*** Block opens ***

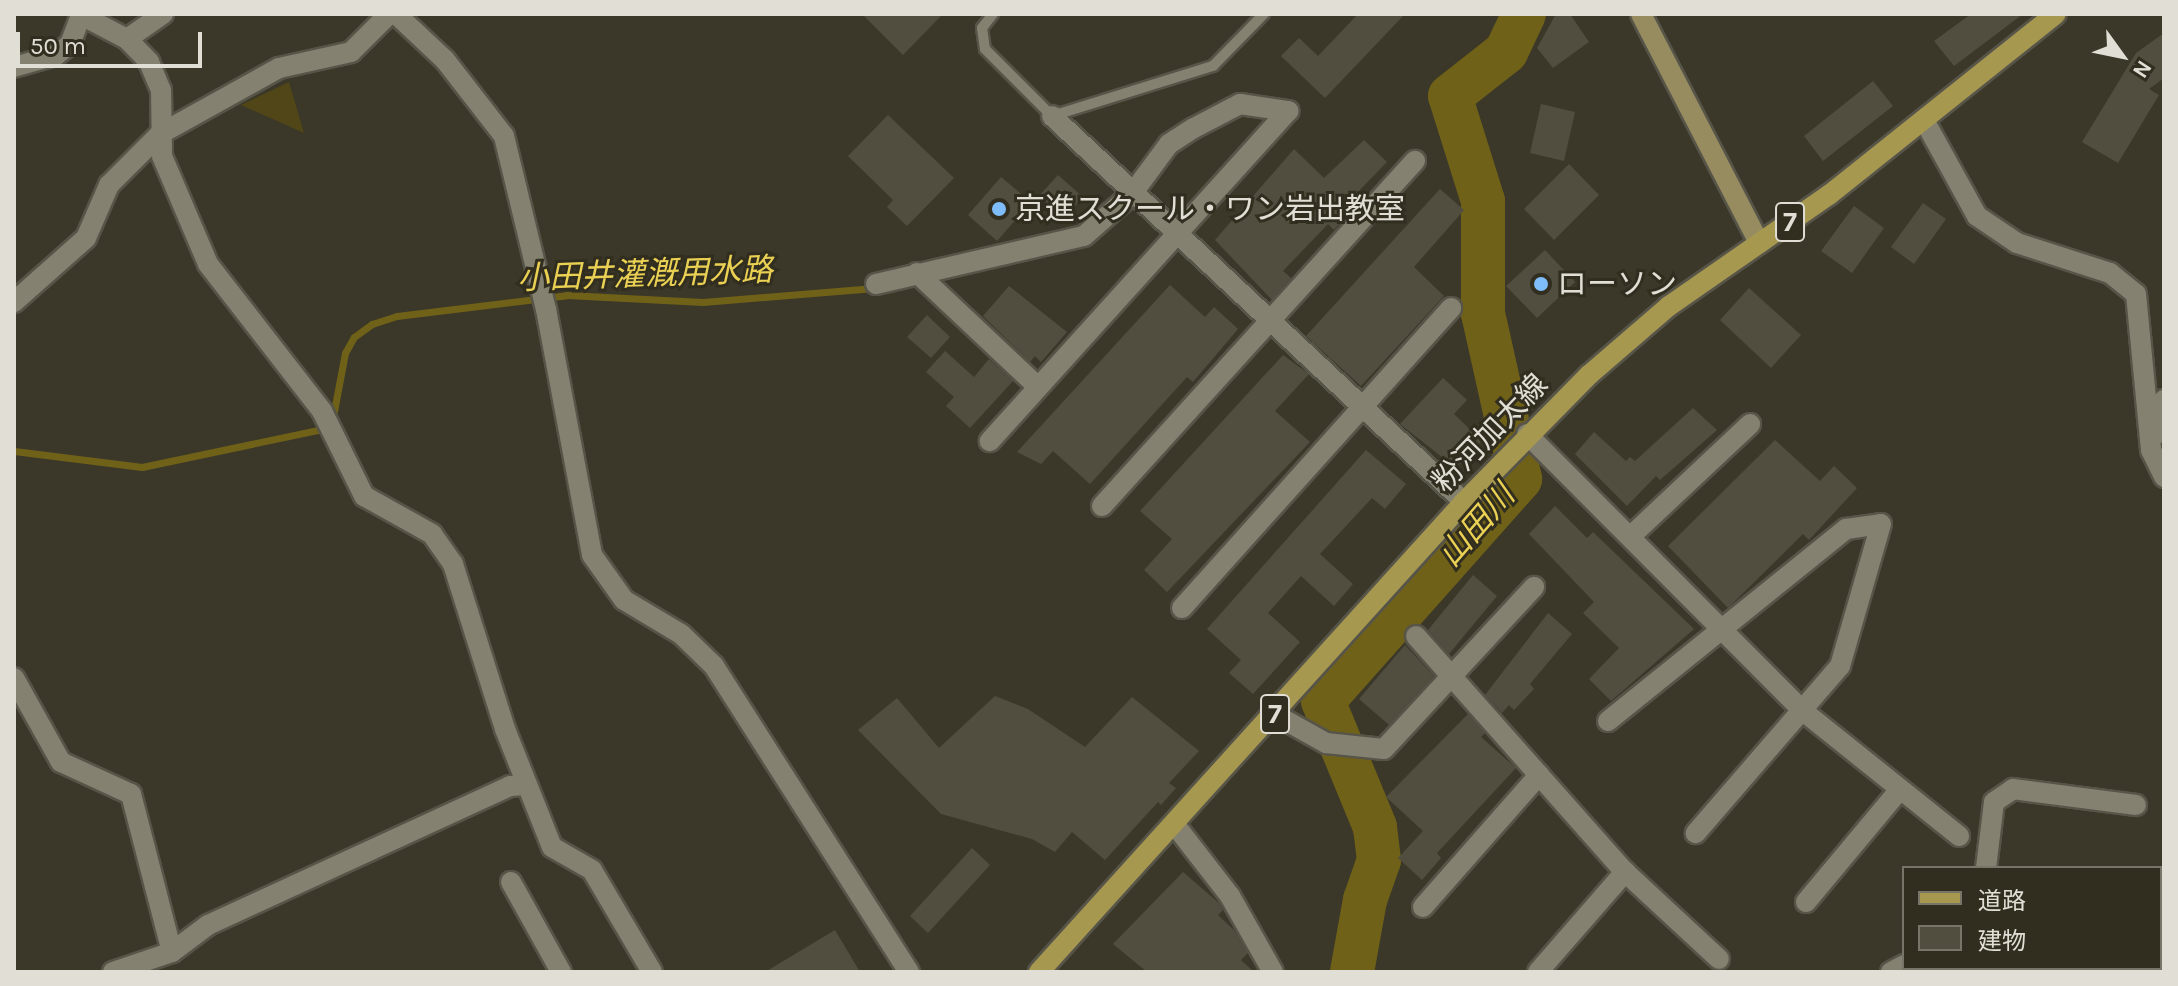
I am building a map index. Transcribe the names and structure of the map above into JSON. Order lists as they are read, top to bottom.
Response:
{
  "streets": {
    "main road": ["7", "粉河加太線"]
  },
  "water": ["小田井灌漑用水路", "山田川"],
  "places": ["京進スクール・ワン岩出教室", "ローソン"],
  "legend": ["道路", "建物"],
  "scale_bar": "50 m",
  "north": "bottom right"
}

*** Block closes ***

__Exercise aim__
Leaving the pictures aside, give back all the records exactly as they are.

__Solution for this problem__
I am building a map index. Transcribe the names and structure of the map above into JSON. Order lists as they are read, top to bottom.
Response:
{
  "streets": {
    "main road": ["7", "粉河加太線"]
  },
  "water": ["小田井灌漑用水路", "山田川"],
  "places": ["京進スクール・ワン岩出教室", "ローソン"],
  "legend": ["道路", "建物"],
  "scale_bar": "50 m",
  "north": "bottom right"
}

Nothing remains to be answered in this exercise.